> Data for this task
--- START ---

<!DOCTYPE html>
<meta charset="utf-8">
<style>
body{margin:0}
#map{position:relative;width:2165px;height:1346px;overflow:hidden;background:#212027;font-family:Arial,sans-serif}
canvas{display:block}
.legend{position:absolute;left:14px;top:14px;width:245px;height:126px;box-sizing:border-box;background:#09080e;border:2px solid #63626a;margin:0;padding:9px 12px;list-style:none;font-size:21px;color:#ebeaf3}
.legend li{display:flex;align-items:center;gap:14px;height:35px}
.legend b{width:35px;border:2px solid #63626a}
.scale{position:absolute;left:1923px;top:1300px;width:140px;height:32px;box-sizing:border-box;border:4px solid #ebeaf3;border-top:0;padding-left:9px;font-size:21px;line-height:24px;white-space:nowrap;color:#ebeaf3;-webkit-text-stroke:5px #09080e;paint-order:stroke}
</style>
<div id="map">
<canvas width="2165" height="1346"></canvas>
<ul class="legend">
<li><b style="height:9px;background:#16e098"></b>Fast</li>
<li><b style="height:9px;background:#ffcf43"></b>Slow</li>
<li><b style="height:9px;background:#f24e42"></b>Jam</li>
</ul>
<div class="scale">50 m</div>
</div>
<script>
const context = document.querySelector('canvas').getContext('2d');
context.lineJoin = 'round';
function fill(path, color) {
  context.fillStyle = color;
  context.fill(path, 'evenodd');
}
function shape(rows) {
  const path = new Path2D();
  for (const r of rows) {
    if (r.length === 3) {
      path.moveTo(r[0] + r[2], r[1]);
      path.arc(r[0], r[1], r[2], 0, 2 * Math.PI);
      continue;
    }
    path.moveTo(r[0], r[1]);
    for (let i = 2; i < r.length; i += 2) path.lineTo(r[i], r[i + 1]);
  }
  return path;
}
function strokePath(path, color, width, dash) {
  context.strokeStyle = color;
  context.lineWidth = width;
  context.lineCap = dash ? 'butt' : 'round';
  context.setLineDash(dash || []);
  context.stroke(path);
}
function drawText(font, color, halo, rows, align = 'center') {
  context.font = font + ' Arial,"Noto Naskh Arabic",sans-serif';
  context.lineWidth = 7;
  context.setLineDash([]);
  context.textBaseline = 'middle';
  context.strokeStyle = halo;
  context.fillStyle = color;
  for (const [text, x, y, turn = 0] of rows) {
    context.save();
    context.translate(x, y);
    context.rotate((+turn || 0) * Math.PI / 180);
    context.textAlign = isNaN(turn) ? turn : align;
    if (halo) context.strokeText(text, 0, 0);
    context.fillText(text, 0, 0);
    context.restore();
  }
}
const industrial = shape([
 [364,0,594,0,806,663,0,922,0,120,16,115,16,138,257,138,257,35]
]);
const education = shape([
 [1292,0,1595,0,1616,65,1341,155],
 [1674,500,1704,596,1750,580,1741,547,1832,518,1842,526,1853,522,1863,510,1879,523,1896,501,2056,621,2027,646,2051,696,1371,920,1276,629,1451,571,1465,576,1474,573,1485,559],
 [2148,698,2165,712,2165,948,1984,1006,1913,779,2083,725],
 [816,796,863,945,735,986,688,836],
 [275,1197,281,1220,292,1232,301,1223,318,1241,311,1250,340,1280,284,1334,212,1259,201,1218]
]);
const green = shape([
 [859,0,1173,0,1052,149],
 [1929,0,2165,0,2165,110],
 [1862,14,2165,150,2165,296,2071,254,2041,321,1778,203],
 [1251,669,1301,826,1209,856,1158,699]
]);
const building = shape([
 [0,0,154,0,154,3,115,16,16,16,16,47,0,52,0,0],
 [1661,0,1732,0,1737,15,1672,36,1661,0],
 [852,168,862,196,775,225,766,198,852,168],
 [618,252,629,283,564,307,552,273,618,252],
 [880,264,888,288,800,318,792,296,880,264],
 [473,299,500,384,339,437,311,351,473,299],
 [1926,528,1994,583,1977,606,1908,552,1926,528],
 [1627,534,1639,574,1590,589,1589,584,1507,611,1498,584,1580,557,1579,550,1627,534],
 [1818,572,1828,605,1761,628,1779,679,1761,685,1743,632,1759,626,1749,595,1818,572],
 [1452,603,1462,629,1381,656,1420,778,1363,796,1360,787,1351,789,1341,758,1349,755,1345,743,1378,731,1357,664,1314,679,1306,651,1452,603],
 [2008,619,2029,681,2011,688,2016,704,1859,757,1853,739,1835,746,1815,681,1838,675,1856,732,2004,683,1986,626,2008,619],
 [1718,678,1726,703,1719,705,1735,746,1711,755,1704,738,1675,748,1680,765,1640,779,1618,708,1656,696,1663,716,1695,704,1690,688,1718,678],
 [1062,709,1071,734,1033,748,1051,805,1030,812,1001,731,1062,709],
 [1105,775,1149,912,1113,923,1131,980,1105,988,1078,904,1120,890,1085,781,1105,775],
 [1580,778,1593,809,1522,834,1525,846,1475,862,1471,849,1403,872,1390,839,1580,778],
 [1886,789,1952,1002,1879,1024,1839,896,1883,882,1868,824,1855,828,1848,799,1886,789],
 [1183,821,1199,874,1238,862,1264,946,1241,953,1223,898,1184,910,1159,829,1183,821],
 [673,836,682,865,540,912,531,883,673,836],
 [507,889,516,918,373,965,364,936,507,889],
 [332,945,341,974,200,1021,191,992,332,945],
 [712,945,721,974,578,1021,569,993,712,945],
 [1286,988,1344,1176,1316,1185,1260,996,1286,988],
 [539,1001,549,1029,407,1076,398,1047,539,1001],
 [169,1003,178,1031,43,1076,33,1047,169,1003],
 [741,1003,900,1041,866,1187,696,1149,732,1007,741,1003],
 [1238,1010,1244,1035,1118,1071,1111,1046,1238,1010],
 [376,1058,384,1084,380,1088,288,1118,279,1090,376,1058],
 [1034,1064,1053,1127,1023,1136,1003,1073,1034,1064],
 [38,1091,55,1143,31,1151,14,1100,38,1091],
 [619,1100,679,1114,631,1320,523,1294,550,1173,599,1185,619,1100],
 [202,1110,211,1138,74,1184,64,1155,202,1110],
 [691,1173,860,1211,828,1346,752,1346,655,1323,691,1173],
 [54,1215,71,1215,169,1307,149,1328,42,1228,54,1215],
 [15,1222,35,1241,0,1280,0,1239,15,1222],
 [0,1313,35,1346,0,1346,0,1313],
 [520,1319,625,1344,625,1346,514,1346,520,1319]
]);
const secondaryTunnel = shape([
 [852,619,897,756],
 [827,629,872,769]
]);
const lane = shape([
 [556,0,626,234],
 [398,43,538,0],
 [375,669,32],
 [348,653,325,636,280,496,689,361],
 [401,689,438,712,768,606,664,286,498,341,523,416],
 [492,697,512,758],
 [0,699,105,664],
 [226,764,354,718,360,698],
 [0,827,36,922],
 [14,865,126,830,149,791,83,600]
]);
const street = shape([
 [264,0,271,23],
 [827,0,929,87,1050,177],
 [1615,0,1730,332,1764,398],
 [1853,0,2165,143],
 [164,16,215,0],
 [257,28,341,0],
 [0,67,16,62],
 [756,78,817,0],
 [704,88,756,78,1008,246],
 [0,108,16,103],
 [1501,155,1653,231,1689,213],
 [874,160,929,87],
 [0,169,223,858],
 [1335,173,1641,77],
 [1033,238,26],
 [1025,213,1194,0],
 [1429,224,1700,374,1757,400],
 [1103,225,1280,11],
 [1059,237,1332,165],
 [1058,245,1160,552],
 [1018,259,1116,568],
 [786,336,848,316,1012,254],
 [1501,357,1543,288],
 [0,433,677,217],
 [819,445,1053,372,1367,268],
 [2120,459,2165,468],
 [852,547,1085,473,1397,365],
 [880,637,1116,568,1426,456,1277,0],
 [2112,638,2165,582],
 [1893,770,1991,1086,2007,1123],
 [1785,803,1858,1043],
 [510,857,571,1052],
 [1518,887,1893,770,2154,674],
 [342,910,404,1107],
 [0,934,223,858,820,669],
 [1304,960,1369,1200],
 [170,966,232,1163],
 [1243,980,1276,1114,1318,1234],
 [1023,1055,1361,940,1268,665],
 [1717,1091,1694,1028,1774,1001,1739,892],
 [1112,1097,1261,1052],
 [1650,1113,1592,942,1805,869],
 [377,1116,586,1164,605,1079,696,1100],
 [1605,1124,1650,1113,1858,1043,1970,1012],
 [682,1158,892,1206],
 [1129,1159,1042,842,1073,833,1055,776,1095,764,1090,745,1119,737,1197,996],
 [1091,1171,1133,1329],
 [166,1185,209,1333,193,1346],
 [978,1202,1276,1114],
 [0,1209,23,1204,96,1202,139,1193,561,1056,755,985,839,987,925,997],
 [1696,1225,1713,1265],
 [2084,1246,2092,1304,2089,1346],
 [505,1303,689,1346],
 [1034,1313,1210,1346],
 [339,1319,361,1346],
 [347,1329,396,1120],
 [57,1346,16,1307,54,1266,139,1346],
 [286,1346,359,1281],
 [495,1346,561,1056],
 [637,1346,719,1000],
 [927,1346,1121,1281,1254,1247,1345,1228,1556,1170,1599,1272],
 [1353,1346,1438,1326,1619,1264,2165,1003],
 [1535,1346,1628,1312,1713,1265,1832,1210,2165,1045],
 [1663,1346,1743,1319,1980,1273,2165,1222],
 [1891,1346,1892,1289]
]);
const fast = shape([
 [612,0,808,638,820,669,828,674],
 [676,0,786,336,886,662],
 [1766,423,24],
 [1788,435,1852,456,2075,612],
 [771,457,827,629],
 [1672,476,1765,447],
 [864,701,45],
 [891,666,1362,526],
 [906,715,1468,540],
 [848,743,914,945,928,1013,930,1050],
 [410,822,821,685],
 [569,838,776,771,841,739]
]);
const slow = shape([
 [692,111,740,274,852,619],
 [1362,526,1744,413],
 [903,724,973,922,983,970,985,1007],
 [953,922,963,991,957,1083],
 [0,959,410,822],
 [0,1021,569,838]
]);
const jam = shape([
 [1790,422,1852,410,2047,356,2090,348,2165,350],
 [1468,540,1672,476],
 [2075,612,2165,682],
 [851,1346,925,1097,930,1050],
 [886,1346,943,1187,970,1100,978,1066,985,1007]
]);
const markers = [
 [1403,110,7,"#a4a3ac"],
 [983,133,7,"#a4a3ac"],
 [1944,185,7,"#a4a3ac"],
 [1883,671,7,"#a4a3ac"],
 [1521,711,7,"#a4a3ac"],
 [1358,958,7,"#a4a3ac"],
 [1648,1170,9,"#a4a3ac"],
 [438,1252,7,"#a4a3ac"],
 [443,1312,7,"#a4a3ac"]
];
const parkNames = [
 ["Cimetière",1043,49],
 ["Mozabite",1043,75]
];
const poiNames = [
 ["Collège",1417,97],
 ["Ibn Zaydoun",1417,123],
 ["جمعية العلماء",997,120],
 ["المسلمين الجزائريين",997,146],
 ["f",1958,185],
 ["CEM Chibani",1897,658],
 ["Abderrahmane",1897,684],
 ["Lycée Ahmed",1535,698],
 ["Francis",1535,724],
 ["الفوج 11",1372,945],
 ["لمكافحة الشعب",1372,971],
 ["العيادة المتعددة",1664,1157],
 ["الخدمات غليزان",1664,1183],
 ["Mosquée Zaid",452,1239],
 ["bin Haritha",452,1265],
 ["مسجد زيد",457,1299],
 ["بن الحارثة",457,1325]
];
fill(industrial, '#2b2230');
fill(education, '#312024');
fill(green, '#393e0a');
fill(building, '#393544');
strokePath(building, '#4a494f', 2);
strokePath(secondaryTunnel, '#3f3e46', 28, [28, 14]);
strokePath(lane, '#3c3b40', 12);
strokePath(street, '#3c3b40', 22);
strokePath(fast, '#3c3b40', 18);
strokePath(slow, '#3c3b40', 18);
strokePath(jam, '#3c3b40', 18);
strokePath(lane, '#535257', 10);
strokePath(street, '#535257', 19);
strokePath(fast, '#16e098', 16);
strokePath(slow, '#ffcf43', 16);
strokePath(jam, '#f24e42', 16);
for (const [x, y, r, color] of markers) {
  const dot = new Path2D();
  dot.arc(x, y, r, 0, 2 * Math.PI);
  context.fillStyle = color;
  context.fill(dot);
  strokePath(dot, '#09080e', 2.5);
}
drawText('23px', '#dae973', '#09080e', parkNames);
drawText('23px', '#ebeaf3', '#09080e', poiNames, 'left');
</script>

--- END ---

> Your instructions
A single number is expected: how many lines in the records contain the string "center".

> Response to this exercise
2